The workshop is full of boats and busy at the moment with eight student boats being finished for Launch Day. Thankfully we've finished milling most of the parts for the rest of the boats, so we can focus on painting.
When we get the boats back into the Seaport shop from the schools, they are almost complete, but they still need a few little jobs done like sanding, installing seat beams, and adding oarpads before painting and, ultimately, getting them out on the water. The volunteers in charge of this process have these steps down to a fine art, but some tricky building conditions posed a few extra challenges that we have had to accommodate.

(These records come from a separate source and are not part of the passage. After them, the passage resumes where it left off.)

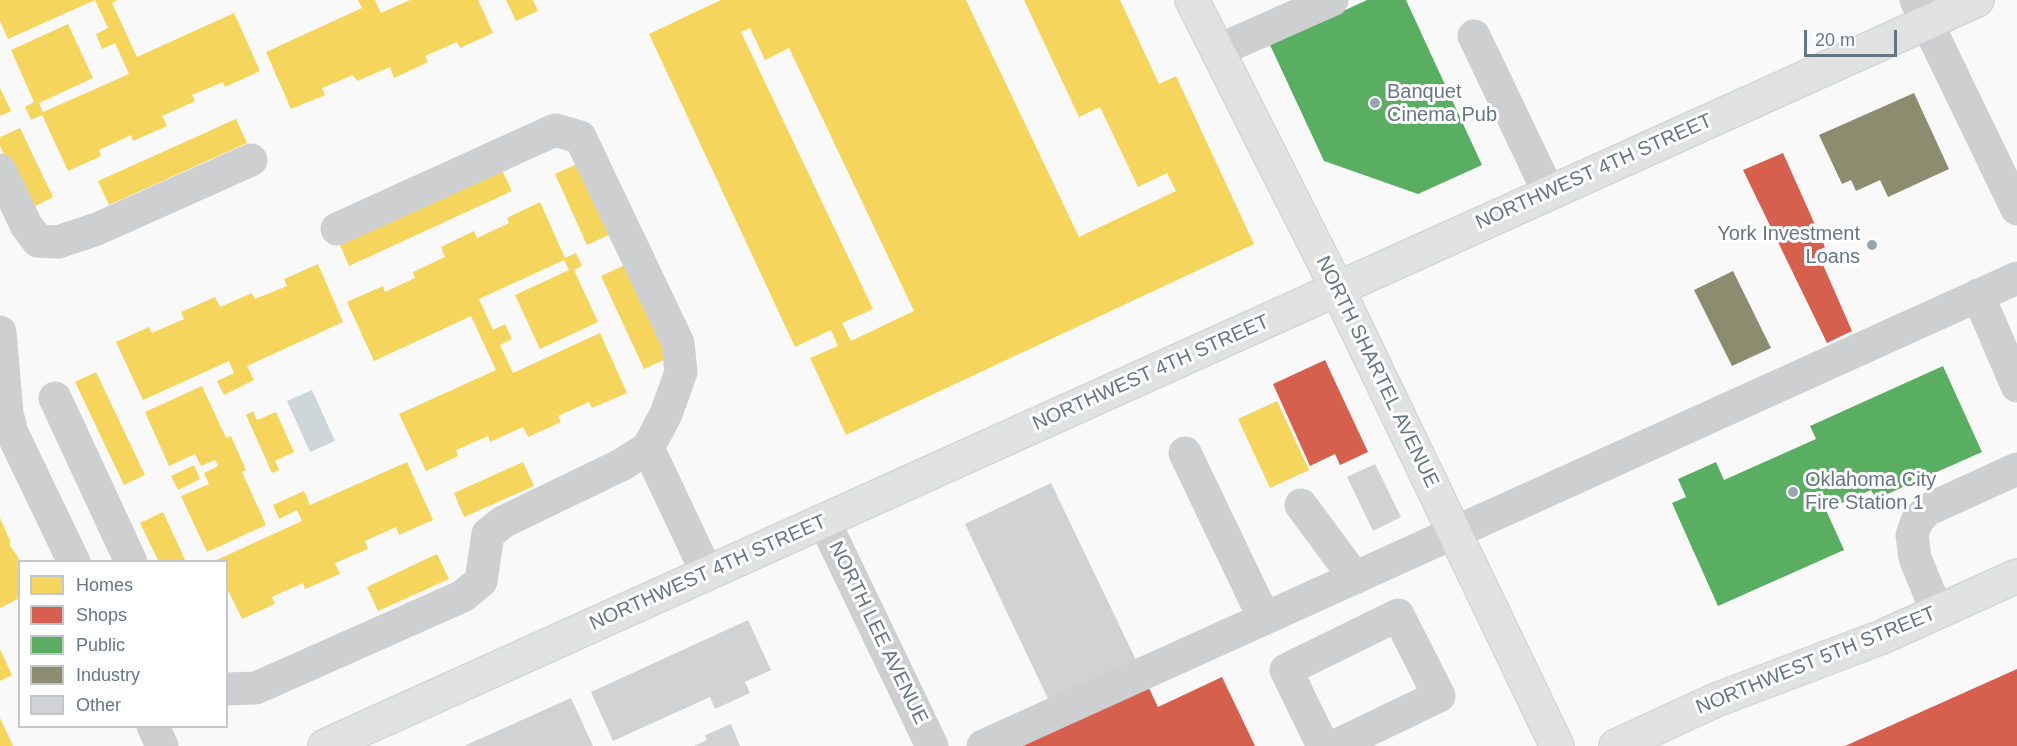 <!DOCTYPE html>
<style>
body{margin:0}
#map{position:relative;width:2017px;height:746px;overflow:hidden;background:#f9f9f9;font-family:Arial,sans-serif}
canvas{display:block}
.legend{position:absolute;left:18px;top:560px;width:210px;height:168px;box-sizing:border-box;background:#fff;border:2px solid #c1c8cd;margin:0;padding:8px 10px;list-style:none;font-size:18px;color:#657683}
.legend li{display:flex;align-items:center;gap:12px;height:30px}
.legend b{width:30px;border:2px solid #c1c8cd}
.scale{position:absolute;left:1804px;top:30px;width:93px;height:27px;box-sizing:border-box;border:3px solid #657683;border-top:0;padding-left:8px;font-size:18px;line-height:21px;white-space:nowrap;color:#657683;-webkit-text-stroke:4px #fff;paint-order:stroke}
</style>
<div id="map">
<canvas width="2017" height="746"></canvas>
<ul class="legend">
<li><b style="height:16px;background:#f6d55c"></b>Homes</li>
<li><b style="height:16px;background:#d6604d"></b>Shops</li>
<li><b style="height:16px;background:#5aae61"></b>Public</li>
<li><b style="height:16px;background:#8c8c6e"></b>Industry</li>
<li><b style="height:16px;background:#d0d2d3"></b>Other</li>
</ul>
<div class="scale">20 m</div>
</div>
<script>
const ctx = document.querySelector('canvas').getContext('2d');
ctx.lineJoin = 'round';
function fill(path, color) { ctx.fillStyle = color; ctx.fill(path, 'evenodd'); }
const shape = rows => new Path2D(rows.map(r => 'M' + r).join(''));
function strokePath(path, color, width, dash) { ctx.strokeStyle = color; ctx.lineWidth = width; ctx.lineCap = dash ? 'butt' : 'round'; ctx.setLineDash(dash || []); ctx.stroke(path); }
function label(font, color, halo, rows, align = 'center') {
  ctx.font = font + ' Arial,sans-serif'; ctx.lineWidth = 6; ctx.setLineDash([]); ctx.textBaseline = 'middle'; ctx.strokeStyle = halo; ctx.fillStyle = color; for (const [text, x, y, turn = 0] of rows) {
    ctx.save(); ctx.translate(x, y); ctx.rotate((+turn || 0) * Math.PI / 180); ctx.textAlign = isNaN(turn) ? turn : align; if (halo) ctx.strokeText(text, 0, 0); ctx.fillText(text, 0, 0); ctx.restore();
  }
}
fill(shape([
 [312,390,335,441,310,452,287,401]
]), '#ced6d9');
fill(shape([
 [0,0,95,0,8,39,0,21],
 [95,0,118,0,112,3,137,57,234,13,260,71,225,87,223,82,192,95,195,101,162,116,167,126,133,141,131,135,99,150,101,156,68,171,42,115,31,120,25,107,34,102,11,50,68,24,93,78,39,103,43,112,129,74,115,43,102,49,96,34,108,28],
 [358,0,375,0,381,13,410,0,478,0,493,33,460,48,457,42,425,56,428,62,394,78,390,67,357,81,353,75,322,88,325,95,291,109,266,52,362,8],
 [506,0,533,0,538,11,516,21],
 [721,0,966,0,1079,237,1176,191,1167,173,1138,187,1100,107,1079,117,1024,0,1120,0,1159,84,1176,76,1254,244,846,435,810,358,838,346,831,330,795,347,649,34],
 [750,28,765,60,789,48,914,311,851,341,842,323,873,309,741,32],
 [0,88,11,111,0,116],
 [236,119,247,143,109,205,98,181],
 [20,128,53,197,30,209,0,146,0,137],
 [579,163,611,234,587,245,555,174],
 [501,168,512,191,349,266,339,243],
 [540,202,565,258,576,253,582,266,574,270,598,322,540,349,515,295,569,270,564,260,479,299,493,330,505,324,512,339,500,345,513,373,600,333,627,393,592,408,589,402,558,416,561,422,528,437,523,427,490,442,488,436,456,450,458,456,426,471,399,414,496,370,471,316,374,361,347,302,383,286,385,292,415,278,413,272,445,257,441,247,474,231,477,238,509,223,507,218],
 [318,264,343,322,247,366,254,380,224,395,217,381,234,373,229,361,143,400,116,342,149,327,152,333,184,319,181,312,215,297,220,307,252,293,255,299,287,286,284,279],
 [625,265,668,358,644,369,601,276],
 [96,372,145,475,124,485,75,382],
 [202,386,226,438,231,436,246,470,242,472,266,525,207,552,181,496,209,484,204,473,218,466,215,460,201,466,195,454,169,466,145,412],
 [1277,401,1309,470,1270,488,1238,419],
 [253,411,257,420,276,412,294,452,275,461,279,470,272,473,246,415],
 [407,462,433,520,399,535,396,527,365,541,368,549,335,563,340,574,305,589,303,583,272,597,275,604,242,619,226,586,226,562,212,562,302,521,297,510,279,519,273,505,304,491,310,505],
 [523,462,534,486,464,517,454,493],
 [194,465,200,479,178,490,171,476],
 [163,512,186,562,159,562,140,523],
 [0,518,11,543,9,544,21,562,20,598,0,608],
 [437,554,449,579,378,611,367,587],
 [0,649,12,675,0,681],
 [0,718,13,746,0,746]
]), '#f6d55c');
fill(shape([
 [1783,153,1825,247,1817,251,1852,331,1827,343,1743,170],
 [1325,360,1368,452,1340,465,1335,454,1310,466,1273,384],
 [2017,669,2017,746,1845,746],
 [1222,677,1255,746,1021,746,1148,686,1158,707]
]), '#d6604d');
fill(shape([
 [1367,0,1406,0,1482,165,1418,194,1324,161,1270,45],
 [1943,366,1982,452,1876,499,1871,490,1826,510,1844,550,1718,606,1672,503,1686,497,1678,479,1716,462,1724,480,1816,439,1810,426]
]), '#5aae61');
fill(shape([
 [1914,93,1949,169,1888,197,1880,180,1856,191,1851,180,1842,184,1819,135],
 [1733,271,1771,348,1732,366,1694,290]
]), '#8c8c6e');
fill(shape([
 [1375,464,1401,517,1373,531,1347,477],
 [1051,483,1137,662,1050,703,965,524],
 [748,620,771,670,745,682,750,693,715,709,710,697,613,741,591,692],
 [571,698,593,746,464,746],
 [731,724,740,746,694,746,707,740,705,735]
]), '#d0d2d3');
const major = shape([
 [1192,0,1337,288,1557,746],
 [325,746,1977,0],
 [1616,746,1716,700,1882,637,2017,576]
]);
strokePath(major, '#d5d6d7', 36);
strokePath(shape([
 [1916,0,2017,209],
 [1474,36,1549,193],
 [1217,51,1332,0],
 [0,170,26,225,38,241,58,242,97,229,251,160],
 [337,229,555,130,580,137,678,343,681,372,666,414,648,448,707,573],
 [1978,295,2017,386],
 [0,332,7,413,12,433,74,562],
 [55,398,131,562],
 [1185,453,1264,618],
 [1301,505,1355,578],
 [824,521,932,746],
 [1937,612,1915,558,1912,535,1917,521,1927,510,2017,469],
 [226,689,256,688,463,596,481,581,488,534,503,522,621,465,648,448],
 [153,726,162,746],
 [983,746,2017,278],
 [1323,746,1286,670,1398,615,1439,696,1335,746]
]), '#cecfd0', 33);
strokePath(major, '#e1e2e2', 33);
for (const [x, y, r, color] of [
 [1375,103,6,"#99a4ac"],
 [1872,245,6,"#99a4ac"],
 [1793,492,6,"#99a4ac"]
]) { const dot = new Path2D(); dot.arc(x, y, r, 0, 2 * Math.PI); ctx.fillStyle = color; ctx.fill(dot); strokePath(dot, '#fff', 2); }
label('20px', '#657683', '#fff', [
 ["Banquet",1387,92],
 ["Cinema Pub",1387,115],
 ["York Investment",1860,234,"right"],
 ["Loans",1860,257,"right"],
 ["Oklahoma City",1805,480],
 ["Fire Station 1",1805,503]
], 'left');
label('20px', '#657683', '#fff', [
 ["NORTHWEST 4TH STREET",1594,172,-24],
 ["NORTH SHARTEL AVENUE",1377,372,64],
 ["NORTHWEST 4TH STREET",1151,373,-24],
 ["NORTHWEST 4TH STREET",708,573,-24],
 ["NORTH LEE AVENUE",878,633,64],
 ["NORTHWEST 5TH STREET",1816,661,-22]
]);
</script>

This year for the first time at one of our host schools, Harvard Kent, the students are building outdoors in a tent. This means not only that boat building comes to a halt as the weather gets colder, but also, as we recently discovered, especially humid weather can lead to unusually high water content in the wood used to build the boats. When the boats are brought back into the workshop at the Seaport, the planks dry out and contract. Accommodation of the wood's expansion and contraction is built into the design, but for two of the boats that are currently in the shop the contraction of the planks is more than expected and it's left quite a wide gap running the length of the boat. Normally the small gap that runs the length of the boat between the sheer and chine planks is beveled to be open on the outside but tight at the back, and this is filled in with a strip of cotton called caulk. The process of caulking is a rich part of the shipbuilding industry, and as we like to tell our students, Frederick Douglass was once a caulker in Baltimore. On bigger boats they would use hemp, but we use cotton string or batting. This still allows movement as the boat expands and contracts with humidity and with use, but in this case there was nothing to anchor the caulk on the interior side of the joint.
Our skilled volunteers Michael and Nicole solved the problem by cutting what turned out to be probably the world’s narrowest plank, a tiny slither of pine to run the length of the boat. They squeezed this spline into the gap between the two much larger planks. Once slotted in with wedges and glue, we planed the edge of this “micro-plank" flush with the surrounding boards and caulked as usual--a kind of hybrid planking and caulking that seems to tick all the boxes.
It’s one of the most interesting things about volunteering at Community Boat Building. Fifth graders aren’t necessarily always perfect boat builders, the lumber we are working with isn’t always perfect lumber, and in this case, building a boat in a tent in fall in Boston isn’t always going to go perfectly either. But it always inspires adaptability and creativity, and that’s part of what makes it such an exciting, fun and interesting project to be a part of. Come on out one night and join us!